How can we offer dignity to those on low incomes?

Yarra’s streets can be better for people on low incomes if they have access to lower cost transport options, including walking, cycling and public transport, supported by irregular use of car sharing. 

People on low incomes include:

  • working-age people and other life-long renters,
  • people who live with profound financial hardship as a result of domestic abuse, illness, family death or diminished career prospects,
  • young people still living with their parents,
  • couples just moving out of home, and
  • seniors who are cutting costs.

People on low incomes need access to modes of transport that offer low up-front and low ongoing costs. Walking, cycling and public transport all offer this, supported by occasional use of car sharing. In contrast, driving a private car imposes high upfront and ongoing costs, because people must pay to purchase, insure, fuel, park and maintain their car. 

Source: Mobility Lab

Yarra can improve access to low cost transport options by allocating street space and budget to active transport. To be effective, walking, cycling, public transport and car sharing need space. This includes space for wider footpaths, protected bicycle lanes, protected tram stops and allocated parking bays for car sharing. 

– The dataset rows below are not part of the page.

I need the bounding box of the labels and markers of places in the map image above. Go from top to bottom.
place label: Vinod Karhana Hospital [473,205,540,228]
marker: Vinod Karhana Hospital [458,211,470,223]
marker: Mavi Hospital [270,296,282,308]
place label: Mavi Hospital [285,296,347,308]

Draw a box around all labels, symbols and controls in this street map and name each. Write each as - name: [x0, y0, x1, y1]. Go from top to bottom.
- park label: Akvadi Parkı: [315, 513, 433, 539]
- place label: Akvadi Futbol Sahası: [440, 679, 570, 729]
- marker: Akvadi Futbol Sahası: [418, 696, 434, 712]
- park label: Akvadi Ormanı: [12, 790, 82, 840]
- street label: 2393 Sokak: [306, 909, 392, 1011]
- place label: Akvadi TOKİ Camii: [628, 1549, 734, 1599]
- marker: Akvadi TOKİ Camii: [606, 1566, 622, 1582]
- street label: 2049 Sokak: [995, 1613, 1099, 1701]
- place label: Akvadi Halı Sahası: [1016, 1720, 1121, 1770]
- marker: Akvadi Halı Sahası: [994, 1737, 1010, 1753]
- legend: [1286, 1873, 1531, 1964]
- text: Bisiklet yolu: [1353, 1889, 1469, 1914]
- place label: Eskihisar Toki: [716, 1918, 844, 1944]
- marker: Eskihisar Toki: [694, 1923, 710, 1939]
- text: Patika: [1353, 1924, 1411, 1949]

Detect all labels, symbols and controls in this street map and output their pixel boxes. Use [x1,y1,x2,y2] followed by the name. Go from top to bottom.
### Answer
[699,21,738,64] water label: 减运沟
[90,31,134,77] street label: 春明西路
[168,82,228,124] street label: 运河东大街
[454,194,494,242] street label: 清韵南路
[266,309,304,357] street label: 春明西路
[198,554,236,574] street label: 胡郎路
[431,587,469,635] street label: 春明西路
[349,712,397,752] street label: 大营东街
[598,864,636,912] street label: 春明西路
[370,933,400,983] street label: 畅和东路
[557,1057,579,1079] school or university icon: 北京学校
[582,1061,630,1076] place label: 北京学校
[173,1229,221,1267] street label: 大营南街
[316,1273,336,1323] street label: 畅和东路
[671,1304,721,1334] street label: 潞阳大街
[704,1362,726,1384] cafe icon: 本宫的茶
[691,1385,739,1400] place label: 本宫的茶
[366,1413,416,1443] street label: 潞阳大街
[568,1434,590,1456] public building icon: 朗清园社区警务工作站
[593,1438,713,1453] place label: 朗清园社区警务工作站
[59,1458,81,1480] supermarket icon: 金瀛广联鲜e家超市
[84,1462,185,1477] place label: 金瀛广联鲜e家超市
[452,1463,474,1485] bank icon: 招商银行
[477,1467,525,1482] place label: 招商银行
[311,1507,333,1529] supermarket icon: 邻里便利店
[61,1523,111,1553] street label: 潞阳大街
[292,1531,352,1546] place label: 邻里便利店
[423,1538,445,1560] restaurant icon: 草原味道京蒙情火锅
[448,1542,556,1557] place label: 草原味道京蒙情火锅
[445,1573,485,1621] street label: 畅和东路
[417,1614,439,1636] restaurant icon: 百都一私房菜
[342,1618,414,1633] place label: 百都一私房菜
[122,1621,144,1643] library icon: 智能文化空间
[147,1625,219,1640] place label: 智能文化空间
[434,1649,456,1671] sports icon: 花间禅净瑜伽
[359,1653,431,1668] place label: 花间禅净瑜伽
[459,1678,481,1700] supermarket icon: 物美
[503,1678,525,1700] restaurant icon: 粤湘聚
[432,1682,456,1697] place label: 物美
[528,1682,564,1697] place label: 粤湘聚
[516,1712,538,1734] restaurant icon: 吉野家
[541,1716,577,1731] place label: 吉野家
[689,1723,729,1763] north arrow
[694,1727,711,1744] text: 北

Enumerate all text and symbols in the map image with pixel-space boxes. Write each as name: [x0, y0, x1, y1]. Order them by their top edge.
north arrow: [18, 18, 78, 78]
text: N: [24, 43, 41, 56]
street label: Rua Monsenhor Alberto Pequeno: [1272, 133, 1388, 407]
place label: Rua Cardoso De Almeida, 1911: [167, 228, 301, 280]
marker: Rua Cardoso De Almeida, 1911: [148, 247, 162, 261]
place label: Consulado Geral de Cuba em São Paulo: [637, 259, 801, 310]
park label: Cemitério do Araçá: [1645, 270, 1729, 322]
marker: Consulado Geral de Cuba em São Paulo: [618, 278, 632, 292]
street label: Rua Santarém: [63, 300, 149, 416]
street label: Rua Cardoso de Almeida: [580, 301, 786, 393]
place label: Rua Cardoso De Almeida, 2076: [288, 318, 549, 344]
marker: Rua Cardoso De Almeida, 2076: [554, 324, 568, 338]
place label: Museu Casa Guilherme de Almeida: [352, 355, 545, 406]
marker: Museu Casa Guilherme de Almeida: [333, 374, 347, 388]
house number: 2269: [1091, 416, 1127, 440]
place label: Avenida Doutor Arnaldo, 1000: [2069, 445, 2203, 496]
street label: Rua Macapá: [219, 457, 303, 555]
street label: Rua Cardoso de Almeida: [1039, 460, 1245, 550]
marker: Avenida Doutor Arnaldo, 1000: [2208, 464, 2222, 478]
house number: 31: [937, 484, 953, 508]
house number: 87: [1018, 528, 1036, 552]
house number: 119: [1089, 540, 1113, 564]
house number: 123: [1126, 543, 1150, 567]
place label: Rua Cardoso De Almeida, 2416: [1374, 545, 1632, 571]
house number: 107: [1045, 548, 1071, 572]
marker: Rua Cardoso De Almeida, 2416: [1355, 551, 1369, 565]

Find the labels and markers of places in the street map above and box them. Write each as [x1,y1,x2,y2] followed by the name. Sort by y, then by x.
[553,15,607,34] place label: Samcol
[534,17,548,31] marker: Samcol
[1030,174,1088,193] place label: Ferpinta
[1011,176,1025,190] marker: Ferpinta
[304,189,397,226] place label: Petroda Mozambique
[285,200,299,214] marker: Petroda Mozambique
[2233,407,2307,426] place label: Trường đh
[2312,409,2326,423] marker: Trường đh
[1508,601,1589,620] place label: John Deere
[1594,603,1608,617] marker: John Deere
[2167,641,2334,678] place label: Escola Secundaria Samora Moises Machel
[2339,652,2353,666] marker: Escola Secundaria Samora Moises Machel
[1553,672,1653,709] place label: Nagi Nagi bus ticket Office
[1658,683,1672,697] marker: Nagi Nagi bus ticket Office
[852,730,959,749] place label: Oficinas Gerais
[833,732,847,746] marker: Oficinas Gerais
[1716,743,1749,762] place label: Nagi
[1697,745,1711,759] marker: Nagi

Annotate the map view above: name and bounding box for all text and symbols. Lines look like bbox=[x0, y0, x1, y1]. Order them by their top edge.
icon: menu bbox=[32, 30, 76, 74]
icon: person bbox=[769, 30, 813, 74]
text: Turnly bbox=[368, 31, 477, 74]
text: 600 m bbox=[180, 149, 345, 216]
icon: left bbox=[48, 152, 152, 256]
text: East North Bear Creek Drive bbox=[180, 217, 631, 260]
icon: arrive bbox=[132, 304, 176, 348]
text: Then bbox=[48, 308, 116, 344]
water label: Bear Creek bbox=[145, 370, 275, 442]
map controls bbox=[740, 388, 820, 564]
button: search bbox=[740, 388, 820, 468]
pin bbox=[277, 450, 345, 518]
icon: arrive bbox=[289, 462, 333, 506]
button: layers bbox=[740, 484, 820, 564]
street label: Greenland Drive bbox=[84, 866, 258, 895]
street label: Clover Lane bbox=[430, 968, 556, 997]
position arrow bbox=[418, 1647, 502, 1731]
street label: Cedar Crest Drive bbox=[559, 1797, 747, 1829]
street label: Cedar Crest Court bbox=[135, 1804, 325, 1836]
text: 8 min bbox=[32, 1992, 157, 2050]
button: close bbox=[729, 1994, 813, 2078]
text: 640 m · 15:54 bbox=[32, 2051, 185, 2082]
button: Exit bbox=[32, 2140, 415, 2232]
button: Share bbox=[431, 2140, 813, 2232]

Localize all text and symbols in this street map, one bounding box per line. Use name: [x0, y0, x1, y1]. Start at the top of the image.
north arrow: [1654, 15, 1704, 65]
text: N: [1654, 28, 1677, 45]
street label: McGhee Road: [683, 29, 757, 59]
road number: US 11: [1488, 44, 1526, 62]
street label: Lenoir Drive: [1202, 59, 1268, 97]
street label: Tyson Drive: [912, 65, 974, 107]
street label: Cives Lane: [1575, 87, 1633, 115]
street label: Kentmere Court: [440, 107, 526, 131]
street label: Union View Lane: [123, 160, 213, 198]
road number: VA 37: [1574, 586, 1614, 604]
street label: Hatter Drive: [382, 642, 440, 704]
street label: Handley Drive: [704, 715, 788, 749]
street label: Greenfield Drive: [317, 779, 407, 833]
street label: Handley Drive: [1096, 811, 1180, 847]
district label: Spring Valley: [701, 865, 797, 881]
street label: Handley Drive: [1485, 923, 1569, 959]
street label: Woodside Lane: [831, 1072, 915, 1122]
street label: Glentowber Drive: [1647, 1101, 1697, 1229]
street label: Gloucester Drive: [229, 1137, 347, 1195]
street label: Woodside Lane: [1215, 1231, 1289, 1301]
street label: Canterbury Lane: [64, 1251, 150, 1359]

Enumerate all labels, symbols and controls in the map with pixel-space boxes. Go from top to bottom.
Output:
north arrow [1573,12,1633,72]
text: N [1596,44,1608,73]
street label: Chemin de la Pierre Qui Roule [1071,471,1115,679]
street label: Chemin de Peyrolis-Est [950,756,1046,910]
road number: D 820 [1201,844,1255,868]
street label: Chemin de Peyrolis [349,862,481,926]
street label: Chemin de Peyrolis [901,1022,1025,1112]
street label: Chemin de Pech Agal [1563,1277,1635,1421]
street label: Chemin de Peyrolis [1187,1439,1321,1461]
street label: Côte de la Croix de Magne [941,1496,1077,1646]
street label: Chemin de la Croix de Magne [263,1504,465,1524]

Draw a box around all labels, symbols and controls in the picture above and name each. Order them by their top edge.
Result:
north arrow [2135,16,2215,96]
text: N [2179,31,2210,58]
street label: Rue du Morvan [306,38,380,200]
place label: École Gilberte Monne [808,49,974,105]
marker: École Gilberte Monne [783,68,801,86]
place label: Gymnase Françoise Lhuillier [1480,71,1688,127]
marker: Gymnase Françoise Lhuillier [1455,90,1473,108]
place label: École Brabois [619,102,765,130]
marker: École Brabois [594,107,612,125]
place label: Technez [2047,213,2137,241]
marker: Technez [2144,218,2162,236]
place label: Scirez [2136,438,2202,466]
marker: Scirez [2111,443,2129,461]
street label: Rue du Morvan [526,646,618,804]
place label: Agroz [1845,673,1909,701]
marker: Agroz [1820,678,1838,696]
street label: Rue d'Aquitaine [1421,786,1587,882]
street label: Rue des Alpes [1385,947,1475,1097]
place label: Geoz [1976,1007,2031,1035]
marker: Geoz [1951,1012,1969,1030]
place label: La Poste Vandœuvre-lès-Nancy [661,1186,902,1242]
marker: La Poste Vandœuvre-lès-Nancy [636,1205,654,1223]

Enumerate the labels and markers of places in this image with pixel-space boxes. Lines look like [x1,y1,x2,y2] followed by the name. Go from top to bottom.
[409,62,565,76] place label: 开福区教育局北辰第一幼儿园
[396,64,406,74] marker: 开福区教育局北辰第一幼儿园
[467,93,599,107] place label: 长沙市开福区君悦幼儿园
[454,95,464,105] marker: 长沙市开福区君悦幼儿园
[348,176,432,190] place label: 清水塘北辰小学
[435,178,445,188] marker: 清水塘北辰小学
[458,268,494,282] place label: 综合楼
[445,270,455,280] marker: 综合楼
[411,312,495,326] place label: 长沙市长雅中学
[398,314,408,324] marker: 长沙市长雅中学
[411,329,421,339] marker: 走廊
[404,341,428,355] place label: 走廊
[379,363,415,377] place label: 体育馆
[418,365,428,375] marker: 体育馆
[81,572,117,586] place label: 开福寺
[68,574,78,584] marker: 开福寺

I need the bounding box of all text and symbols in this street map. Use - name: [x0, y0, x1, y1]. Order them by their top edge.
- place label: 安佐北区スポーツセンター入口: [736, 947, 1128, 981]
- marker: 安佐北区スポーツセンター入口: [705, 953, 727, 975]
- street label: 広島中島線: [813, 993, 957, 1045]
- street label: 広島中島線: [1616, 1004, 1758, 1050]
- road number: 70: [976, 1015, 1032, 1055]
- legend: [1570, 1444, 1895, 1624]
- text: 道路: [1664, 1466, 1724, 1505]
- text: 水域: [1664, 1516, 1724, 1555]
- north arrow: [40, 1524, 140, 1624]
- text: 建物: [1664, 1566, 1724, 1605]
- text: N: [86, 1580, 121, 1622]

If Yarra chooses not to allocate space and budget to active transport, and instead continues to allocate all almost of our highly valuable public land (the space between property boundaries) to driving and parking private cars, as well as continuing to charge less than market rates for on-street parking, then this effectively subsides driving. It also subsidises people on high incomes (who dominate the cohort of people who drive and park) at the expense of people on low incomes (who dominate the cohort of people who walk, cycle, use public transport or car sharing). In contrast, if Yarra allocated space to active transport and levied demand responsive parking charges, it would effectively be a transfer of mobility and wealth from people on high incomes to people on low incomes.

Example from Strong Towns

Strong Towns describes how there is a cohort of ‘invisible bike riders‘ in each city – people on low incomes who use cycle to work, not to save a little money or for the purposes of exercise, but because they have no other option.

Image credit: Strong Towns

Conclusion

Overall, it’s better for people on low incomes if the City of Yarra and the Victorian State Government allocate more street space and budget to active transport, supported by revenue from demand response parking charges and demand responsive driving charges.